* **Extracted data entries**
BEGIN
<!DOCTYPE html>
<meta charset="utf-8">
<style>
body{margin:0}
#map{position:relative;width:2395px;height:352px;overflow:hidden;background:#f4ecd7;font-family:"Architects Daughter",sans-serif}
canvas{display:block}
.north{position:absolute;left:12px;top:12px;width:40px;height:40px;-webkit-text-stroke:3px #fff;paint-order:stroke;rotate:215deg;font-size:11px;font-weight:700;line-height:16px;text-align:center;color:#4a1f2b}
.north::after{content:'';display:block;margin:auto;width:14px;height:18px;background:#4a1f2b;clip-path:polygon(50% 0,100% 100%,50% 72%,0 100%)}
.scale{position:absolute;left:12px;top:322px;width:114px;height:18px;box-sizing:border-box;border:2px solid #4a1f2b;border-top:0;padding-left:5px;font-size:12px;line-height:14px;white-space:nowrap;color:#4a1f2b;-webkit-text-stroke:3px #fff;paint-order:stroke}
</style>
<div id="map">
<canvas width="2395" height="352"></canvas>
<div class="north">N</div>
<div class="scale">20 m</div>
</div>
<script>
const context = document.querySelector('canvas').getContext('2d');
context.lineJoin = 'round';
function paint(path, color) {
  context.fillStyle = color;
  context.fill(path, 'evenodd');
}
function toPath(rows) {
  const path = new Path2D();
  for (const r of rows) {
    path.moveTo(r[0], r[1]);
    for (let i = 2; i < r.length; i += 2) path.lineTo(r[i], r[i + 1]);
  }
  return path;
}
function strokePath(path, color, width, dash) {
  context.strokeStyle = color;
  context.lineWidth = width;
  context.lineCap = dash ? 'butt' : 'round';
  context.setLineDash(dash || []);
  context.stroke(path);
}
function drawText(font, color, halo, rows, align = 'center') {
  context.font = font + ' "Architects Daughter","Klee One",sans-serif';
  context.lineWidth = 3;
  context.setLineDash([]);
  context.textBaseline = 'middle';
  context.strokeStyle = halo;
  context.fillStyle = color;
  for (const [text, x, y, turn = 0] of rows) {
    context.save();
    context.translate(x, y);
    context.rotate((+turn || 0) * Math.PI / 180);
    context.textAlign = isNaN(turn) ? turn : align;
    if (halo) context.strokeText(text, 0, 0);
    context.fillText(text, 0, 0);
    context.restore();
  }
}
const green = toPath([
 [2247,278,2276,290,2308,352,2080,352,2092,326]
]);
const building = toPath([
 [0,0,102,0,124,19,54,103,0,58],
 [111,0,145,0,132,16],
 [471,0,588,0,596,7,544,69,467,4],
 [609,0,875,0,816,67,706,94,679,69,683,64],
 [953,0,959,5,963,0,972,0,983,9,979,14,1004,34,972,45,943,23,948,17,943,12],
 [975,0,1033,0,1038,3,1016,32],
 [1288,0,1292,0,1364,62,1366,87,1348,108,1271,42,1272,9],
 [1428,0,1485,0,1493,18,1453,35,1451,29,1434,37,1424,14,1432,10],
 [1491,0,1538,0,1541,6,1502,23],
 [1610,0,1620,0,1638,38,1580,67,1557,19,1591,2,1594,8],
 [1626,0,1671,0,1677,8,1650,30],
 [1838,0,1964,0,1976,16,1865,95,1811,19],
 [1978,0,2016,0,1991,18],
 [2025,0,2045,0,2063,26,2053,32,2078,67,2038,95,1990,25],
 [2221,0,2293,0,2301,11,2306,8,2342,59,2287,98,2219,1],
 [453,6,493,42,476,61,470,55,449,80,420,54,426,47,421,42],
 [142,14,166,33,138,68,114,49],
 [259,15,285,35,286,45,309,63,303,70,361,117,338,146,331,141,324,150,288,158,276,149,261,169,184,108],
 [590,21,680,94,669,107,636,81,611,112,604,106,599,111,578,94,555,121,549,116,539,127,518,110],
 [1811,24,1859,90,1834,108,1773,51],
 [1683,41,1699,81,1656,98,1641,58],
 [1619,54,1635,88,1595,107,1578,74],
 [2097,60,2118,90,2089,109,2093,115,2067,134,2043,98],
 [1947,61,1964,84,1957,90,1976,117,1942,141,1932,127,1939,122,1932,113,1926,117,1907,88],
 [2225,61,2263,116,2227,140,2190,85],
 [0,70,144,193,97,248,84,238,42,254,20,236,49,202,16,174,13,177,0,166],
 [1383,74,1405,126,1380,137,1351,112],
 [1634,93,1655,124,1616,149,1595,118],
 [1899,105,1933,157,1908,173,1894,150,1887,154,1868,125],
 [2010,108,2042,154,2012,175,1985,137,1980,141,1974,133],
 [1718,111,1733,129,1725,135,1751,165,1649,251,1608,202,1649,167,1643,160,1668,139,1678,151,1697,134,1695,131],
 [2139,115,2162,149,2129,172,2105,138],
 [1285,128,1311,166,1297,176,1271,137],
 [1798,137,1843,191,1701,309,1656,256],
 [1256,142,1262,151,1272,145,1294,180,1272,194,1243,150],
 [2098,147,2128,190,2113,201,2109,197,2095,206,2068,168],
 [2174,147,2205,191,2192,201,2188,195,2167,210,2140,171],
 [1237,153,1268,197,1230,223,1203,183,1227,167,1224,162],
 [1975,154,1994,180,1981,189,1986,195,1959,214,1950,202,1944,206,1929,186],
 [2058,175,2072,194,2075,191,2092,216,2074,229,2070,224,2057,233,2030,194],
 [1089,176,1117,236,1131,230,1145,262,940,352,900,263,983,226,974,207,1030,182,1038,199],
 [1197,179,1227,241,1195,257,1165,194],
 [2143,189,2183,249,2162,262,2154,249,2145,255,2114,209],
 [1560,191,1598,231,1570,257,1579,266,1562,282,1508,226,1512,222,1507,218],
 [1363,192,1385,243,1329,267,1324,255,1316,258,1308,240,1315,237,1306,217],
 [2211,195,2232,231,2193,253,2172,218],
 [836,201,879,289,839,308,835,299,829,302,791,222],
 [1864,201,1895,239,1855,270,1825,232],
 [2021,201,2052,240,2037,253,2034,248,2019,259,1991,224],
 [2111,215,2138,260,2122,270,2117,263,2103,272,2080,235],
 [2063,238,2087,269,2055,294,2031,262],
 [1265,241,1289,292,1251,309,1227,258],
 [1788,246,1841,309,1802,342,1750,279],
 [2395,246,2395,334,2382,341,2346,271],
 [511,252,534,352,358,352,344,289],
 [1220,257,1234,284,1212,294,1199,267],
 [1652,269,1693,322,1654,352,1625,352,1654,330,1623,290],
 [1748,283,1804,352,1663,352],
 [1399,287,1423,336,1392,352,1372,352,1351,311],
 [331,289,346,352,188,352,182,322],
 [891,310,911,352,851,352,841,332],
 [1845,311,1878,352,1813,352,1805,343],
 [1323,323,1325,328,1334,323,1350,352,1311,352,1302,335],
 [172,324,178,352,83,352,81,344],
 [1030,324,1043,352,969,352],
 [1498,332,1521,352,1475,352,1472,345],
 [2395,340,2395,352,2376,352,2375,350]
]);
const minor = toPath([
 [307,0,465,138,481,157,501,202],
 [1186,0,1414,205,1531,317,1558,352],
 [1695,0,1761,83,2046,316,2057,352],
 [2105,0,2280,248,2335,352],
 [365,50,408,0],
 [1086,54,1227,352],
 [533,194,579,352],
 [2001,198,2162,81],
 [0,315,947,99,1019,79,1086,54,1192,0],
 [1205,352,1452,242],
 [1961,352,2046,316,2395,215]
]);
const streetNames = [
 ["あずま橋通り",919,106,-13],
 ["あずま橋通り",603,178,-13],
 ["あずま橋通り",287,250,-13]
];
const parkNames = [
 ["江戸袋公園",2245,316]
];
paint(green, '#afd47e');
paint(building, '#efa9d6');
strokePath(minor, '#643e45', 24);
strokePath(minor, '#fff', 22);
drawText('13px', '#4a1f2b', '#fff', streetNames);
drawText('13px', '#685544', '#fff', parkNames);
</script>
END
BEGIN
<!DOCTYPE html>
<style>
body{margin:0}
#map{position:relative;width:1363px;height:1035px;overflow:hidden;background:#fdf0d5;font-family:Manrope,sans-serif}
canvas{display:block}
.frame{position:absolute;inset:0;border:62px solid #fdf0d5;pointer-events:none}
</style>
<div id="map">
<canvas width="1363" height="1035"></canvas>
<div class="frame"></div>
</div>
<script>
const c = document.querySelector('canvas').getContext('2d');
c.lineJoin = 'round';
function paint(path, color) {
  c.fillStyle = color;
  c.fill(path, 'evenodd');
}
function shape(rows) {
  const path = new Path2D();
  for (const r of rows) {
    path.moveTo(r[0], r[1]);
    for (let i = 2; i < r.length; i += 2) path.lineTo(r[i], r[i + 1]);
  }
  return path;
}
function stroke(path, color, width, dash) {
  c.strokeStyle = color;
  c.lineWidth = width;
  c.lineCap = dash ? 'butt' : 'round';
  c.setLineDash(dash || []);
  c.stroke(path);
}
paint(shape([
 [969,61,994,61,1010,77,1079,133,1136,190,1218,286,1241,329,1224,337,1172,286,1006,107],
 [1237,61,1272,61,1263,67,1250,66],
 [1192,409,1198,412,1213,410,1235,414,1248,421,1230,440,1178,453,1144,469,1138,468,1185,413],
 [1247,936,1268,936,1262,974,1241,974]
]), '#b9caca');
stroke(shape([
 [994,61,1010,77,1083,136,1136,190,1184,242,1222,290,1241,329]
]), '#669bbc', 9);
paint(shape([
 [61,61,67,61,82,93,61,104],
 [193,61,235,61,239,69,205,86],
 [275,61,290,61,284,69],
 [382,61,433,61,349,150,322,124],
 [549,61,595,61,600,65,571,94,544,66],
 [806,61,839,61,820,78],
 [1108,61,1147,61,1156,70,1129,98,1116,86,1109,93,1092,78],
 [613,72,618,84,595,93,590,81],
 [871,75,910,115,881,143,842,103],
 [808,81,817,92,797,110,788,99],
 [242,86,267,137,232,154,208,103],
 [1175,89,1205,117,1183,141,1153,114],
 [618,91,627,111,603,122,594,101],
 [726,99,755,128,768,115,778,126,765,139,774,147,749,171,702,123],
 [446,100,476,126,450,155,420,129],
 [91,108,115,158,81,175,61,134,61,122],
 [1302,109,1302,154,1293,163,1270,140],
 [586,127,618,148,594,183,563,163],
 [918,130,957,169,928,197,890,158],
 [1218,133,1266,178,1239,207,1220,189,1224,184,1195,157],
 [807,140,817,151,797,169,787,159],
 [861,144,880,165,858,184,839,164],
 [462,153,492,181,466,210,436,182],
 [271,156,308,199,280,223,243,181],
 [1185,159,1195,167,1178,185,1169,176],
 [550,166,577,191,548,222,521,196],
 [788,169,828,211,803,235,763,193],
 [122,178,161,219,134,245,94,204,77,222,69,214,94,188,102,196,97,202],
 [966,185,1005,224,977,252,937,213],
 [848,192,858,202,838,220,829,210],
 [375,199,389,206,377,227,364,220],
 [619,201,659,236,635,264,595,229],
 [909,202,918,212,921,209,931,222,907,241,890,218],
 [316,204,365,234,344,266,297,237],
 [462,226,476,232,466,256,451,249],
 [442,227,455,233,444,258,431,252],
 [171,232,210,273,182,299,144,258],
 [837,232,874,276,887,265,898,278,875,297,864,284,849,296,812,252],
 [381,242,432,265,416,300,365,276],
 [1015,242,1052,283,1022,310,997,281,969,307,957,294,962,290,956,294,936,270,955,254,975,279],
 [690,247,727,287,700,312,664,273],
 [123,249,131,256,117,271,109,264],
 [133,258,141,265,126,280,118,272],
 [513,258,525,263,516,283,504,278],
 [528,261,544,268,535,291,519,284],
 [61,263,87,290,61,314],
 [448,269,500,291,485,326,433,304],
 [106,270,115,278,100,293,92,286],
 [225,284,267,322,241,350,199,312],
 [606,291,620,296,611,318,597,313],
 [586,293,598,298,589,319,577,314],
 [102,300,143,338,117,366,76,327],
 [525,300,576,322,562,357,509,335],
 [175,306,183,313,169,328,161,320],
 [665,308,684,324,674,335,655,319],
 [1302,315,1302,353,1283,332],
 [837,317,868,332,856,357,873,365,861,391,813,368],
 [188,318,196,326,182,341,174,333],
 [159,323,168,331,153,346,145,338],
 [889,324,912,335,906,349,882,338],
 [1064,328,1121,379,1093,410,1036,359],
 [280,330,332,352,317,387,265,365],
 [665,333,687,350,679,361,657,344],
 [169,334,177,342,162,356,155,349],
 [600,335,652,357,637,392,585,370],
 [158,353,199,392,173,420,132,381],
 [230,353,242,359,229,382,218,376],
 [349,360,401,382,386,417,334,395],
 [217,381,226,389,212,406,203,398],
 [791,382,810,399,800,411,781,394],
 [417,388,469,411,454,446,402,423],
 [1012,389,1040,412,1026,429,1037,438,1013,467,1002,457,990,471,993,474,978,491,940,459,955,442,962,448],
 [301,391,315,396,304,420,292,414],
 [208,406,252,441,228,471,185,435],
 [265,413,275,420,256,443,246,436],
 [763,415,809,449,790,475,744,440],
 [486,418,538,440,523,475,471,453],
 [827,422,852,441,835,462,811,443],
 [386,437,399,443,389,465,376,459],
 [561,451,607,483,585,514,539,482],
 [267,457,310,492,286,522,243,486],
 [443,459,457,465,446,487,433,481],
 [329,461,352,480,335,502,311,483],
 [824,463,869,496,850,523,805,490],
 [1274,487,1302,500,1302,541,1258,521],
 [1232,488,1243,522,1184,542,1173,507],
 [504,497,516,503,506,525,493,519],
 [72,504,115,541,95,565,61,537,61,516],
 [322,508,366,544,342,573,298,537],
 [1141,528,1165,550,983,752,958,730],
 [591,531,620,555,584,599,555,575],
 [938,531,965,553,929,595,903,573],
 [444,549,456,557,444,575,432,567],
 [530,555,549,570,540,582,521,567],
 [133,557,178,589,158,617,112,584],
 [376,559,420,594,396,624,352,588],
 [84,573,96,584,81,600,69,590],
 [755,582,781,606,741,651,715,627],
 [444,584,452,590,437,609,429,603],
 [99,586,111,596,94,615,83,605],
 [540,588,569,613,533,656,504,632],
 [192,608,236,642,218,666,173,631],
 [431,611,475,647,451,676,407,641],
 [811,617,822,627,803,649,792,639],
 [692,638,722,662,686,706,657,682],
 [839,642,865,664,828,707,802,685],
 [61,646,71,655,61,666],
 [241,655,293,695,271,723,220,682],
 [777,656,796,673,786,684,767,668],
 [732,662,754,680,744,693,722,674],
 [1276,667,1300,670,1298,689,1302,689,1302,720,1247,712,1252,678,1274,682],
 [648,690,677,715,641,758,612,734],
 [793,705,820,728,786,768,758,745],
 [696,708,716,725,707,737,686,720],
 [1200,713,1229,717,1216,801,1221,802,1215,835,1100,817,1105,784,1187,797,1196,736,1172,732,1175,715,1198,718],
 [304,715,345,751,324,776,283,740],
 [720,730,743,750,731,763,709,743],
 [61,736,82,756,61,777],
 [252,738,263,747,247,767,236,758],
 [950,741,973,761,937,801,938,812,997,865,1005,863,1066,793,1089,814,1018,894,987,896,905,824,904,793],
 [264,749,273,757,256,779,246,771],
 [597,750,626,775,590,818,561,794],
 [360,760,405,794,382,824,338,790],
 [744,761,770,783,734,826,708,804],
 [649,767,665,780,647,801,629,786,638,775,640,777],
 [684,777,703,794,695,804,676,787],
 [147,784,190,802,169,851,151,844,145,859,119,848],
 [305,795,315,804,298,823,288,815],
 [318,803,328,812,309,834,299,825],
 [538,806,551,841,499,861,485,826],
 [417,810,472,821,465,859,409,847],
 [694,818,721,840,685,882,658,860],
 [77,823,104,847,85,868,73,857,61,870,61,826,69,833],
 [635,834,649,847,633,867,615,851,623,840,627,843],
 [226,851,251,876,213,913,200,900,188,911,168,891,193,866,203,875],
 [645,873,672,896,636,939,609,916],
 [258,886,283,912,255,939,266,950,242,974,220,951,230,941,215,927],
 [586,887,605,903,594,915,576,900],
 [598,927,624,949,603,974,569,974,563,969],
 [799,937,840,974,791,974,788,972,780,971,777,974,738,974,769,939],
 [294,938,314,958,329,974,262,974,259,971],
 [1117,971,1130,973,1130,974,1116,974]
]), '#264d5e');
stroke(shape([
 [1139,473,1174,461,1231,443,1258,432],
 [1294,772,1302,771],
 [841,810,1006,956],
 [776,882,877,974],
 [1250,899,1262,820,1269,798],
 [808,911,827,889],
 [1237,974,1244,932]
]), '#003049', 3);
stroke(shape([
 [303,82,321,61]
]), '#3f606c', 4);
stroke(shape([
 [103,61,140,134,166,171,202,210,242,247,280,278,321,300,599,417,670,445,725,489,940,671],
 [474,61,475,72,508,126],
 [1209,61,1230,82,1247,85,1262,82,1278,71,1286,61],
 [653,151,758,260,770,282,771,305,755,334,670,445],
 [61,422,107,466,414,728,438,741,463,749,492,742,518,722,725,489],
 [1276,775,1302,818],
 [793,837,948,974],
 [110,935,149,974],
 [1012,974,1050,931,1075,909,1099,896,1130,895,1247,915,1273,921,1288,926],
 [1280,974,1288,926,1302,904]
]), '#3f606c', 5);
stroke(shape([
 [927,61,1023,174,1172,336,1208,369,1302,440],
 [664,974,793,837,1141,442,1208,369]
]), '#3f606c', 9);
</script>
END
* **Work task**
Check every line above for the string "center", and copy the ones that have it.

* **Response area**
.north{position:absolute;left:12px;top:12px;width:40px;height:40px;-webkit-text-stroke:3px #fff;paint-order:stroke;rotate:215deg;font-size:11px;font-weight:700;line-height:16px;text-align:center;color:#4a1f2b}
function drawText(font, color, halo, rows, align = 'center') {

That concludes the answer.